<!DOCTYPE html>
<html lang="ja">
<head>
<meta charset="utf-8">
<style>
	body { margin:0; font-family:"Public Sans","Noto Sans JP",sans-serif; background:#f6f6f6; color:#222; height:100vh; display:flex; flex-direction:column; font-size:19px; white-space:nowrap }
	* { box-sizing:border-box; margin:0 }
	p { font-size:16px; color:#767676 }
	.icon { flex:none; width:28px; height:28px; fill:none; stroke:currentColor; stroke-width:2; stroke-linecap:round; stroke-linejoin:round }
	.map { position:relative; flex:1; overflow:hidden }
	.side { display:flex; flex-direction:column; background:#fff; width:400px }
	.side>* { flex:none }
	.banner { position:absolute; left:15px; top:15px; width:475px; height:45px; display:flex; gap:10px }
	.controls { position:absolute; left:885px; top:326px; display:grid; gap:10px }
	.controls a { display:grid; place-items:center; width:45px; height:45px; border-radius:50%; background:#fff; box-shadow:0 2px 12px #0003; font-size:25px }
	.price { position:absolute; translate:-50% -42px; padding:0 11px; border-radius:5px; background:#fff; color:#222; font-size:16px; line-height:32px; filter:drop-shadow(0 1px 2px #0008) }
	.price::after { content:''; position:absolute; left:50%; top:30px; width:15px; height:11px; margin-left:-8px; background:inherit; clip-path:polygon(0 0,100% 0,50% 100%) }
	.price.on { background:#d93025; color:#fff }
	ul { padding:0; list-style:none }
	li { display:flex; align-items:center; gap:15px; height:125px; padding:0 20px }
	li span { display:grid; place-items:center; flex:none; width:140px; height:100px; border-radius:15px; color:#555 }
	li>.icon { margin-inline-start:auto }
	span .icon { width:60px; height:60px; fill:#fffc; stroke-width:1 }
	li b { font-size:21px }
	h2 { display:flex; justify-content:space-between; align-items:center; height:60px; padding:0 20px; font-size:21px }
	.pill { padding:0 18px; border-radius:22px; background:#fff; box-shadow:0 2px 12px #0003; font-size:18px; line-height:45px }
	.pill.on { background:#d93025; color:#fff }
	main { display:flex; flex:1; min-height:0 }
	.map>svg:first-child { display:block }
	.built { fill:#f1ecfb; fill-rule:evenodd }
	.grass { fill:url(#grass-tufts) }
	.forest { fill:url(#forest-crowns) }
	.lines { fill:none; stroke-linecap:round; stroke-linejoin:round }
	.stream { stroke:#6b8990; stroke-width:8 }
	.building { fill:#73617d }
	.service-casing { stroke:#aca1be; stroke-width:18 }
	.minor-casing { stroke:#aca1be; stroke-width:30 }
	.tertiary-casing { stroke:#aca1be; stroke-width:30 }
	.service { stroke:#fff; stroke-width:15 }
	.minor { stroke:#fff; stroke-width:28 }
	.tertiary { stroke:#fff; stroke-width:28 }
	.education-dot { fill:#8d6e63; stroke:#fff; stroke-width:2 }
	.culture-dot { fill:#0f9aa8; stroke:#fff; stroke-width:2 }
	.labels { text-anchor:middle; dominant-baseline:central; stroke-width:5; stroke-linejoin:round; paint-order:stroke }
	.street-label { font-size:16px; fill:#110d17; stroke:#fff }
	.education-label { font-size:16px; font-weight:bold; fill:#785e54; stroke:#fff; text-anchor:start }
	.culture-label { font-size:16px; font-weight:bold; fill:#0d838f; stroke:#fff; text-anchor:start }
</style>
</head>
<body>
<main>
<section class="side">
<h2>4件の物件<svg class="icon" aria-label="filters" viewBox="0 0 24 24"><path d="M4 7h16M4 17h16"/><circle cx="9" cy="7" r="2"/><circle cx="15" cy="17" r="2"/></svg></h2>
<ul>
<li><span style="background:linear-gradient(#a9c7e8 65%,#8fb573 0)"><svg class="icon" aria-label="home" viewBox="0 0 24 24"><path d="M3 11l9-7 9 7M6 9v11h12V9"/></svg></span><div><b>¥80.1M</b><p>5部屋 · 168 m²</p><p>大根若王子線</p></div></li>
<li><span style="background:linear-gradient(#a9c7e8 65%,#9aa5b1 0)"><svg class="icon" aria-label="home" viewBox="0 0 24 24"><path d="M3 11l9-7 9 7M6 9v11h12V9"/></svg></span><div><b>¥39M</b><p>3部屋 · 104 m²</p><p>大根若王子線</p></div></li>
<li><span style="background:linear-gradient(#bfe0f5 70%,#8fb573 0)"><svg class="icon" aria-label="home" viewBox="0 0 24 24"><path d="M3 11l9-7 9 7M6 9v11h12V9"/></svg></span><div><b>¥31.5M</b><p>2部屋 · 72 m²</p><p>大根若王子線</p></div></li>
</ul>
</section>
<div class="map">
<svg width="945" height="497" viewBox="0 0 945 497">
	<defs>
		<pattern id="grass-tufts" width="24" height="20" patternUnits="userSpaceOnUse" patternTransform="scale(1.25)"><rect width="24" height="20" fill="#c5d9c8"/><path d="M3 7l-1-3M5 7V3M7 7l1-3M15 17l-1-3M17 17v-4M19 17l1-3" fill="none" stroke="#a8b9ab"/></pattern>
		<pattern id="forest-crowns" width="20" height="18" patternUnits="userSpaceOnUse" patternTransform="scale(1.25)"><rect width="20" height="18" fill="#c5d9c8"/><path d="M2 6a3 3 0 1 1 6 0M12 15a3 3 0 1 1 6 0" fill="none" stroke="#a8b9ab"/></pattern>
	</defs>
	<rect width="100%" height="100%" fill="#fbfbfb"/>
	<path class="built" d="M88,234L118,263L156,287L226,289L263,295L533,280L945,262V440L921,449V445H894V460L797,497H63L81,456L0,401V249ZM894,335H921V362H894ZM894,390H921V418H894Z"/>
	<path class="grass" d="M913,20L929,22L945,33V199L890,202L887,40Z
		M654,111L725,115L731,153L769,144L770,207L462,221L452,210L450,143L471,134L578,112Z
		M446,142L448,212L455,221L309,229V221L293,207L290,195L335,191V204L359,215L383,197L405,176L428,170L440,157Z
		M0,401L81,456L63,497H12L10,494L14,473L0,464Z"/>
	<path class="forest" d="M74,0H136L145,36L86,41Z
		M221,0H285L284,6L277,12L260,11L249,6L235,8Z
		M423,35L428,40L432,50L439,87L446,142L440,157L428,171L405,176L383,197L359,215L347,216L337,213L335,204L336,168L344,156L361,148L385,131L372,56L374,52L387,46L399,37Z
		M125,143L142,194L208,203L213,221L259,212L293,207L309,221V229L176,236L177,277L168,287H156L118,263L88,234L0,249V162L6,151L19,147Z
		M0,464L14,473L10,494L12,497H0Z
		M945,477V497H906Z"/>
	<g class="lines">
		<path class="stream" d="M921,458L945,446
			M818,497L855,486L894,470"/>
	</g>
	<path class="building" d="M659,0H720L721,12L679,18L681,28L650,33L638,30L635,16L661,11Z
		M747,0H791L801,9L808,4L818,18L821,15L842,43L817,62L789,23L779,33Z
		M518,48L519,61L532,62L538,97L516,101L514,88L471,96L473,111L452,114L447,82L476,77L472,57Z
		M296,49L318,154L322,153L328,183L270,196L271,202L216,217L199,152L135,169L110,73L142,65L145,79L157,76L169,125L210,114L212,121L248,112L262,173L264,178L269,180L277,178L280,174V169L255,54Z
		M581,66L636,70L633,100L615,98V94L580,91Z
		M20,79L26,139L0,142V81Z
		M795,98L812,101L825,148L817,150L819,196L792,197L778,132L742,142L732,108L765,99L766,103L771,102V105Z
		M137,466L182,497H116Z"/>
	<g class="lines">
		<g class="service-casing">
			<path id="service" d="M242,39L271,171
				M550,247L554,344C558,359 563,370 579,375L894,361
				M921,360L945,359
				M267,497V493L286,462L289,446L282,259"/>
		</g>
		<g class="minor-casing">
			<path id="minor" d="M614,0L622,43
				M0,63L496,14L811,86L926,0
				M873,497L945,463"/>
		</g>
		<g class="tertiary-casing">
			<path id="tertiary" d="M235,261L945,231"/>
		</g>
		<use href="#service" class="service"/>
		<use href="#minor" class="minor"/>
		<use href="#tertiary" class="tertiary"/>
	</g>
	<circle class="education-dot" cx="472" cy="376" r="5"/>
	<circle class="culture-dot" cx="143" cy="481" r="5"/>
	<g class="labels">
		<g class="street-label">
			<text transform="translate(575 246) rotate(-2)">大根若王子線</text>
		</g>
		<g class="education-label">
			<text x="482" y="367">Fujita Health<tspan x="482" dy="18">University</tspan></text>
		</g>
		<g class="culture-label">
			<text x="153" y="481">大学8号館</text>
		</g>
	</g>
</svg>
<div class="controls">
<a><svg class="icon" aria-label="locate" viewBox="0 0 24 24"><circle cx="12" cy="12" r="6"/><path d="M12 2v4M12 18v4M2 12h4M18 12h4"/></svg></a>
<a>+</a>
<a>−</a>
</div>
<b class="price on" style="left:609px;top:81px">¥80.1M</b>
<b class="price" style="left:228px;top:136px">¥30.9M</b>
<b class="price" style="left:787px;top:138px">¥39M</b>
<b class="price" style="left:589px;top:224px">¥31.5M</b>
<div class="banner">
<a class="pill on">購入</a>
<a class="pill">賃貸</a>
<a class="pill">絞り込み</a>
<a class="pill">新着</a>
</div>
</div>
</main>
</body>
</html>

==

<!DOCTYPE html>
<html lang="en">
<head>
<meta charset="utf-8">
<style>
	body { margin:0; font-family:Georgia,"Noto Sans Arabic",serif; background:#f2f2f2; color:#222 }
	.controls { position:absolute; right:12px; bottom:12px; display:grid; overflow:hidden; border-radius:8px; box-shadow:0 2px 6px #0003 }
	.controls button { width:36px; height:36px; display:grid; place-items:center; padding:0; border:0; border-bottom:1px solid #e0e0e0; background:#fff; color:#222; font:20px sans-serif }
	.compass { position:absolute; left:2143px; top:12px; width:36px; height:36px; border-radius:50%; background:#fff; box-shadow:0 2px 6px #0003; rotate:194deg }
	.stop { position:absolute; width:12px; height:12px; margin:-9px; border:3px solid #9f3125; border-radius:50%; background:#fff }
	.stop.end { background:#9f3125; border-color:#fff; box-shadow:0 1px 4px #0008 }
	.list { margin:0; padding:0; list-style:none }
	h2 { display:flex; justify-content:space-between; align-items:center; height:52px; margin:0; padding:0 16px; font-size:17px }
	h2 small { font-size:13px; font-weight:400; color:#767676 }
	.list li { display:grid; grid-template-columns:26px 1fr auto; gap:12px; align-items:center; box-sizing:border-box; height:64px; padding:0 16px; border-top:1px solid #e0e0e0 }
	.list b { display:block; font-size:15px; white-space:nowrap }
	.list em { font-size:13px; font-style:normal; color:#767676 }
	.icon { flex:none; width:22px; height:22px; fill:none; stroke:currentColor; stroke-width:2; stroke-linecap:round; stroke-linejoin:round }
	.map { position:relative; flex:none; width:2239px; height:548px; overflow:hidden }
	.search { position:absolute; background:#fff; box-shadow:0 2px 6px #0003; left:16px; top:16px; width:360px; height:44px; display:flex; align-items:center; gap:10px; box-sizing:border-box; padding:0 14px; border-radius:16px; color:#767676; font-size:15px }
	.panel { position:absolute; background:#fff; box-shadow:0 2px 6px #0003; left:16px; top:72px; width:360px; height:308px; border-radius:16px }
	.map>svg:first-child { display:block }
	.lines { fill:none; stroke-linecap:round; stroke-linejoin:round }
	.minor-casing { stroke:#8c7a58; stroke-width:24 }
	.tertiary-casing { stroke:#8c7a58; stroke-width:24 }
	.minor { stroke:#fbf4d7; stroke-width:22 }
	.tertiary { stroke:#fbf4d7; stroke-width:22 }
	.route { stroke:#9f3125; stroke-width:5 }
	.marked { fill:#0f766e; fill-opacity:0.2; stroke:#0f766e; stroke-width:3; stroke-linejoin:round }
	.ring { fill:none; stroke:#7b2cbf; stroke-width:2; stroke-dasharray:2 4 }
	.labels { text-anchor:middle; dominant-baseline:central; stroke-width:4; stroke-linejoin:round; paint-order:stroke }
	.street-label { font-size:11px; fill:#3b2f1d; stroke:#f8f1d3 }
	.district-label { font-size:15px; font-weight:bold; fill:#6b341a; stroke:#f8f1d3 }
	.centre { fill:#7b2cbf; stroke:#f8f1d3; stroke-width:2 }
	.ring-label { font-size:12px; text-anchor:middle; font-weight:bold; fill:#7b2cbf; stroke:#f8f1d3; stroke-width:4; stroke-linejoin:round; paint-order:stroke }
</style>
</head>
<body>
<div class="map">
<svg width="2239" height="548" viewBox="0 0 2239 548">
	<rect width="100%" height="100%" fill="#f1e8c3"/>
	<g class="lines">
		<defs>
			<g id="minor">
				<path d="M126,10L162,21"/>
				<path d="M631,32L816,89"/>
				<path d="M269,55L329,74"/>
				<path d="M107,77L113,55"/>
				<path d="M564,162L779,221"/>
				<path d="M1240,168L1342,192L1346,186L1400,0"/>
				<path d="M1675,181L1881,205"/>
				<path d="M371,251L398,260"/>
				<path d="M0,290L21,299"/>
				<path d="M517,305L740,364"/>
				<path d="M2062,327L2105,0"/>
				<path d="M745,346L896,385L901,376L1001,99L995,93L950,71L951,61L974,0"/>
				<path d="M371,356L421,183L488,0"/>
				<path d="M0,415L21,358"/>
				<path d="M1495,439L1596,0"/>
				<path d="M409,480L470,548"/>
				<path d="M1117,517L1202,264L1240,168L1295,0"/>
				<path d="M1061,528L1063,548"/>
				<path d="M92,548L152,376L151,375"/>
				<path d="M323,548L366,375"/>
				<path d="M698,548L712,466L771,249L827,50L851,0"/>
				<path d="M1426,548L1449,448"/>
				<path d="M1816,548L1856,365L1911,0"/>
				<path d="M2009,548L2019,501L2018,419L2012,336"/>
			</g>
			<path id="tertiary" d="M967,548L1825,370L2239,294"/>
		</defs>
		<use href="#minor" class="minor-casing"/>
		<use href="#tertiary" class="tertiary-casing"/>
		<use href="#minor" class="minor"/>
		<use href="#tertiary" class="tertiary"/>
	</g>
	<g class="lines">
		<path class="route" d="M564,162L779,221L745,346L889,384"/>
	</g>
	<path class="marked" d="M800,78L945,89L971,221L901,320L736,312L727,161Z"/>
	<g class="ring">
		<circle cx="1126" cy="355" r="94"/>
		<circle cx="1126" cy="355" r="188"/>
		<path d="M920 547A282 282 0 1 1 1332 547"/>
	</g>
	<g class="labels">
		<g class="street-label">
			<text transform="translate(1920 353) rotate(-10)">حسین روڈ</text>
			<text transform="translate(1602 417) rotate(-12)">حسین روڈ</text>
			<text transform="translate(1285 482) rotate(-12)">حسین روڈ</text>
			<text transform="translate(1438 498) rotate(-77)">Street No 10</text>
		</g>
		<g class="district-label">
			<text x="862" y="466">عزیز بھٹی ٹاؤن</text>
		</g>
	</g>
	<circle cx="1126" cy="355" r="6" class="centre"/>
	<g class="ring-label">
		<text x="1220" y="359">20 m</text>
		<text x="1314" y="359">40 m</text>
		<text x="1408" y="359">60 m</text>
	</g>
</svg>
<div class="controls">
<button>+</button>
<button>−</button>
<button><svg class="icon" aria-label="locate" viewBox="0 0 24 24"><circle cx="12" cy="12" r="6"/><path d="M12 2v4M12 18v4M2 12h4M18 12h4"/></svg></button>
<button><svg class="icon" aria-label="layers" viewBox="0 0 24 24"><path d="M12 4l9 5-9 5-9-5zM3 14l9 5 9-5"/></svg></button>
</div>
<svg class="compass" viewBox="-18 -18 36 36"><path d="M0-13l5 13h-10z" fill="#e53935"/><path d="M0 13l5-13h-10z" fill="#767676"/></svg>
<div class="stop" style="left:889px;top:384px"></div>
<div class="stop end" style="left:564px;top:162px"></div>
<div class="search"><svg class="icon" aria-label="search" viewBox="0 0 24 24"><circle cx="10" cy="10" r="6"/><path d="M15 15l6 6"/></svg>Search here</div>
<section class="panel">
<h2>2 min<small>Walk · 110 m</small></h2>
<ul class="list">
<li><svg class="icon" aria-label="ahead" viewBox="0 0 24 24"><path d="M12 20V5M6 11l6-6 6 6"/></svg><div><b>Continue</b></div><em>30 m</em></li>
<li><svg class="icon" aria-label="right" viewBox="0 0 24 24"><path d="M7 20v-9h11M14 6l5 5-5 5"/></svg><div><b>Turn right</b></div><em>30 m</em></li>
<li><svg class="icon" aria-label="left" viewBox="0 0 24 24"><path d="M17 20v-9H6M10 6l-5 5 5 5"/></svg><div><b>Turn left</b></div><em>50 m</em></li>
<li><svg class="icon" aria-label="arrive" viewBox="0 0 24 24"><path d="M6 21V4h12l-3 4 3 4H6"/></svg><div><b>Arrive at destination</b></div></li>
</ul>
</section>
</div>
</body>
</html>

* _EXERCISE BRIEF_
With the line holding "display:grid; place-items:center; width:45px;" as the first and the line holding "width:60px; height:60px; fill:#fffc;" as the last, please transcribe exactly the lines of the material above in that range and nothing else.

* _SOLUTION TO THIS TASK_
	.controls a { display:grid; place-items:center; width:45px; height:45px; border-radius:50%; background:#fff; box-shadow:0 2px 12px #0003; font-size:25px }
	.price { position:absolute; translate:-50% -42px; padding:0 11px; border-radius:5px; background:#fff; color:#222; font-size:16px; line-height:32px; filter:drop-shadow(0 1px 2px #0008) }
	.price::after { content:''; position:absolute; left:50%; top:30px; width:15px; height:11px; margin-left:-8px; background:inherit; clip-path:polygon(0 0,100% 0,50% 100%) }
	.price.on { background:#d93025; color:#fff }
	ul { padding:0; list-style:none }
	li { display:flex; align-items:center; gap:15px; height:125px; padding:0 20px }
	li span { display:grid; place-items:center; flex:none; width:140px; height:100px; border-radius:15px; color:#555 }
	li>.icon { margin-inline-start:auto }
	span .icon { width:60px; height:60px; fill:#fffc; stroke-width:1 }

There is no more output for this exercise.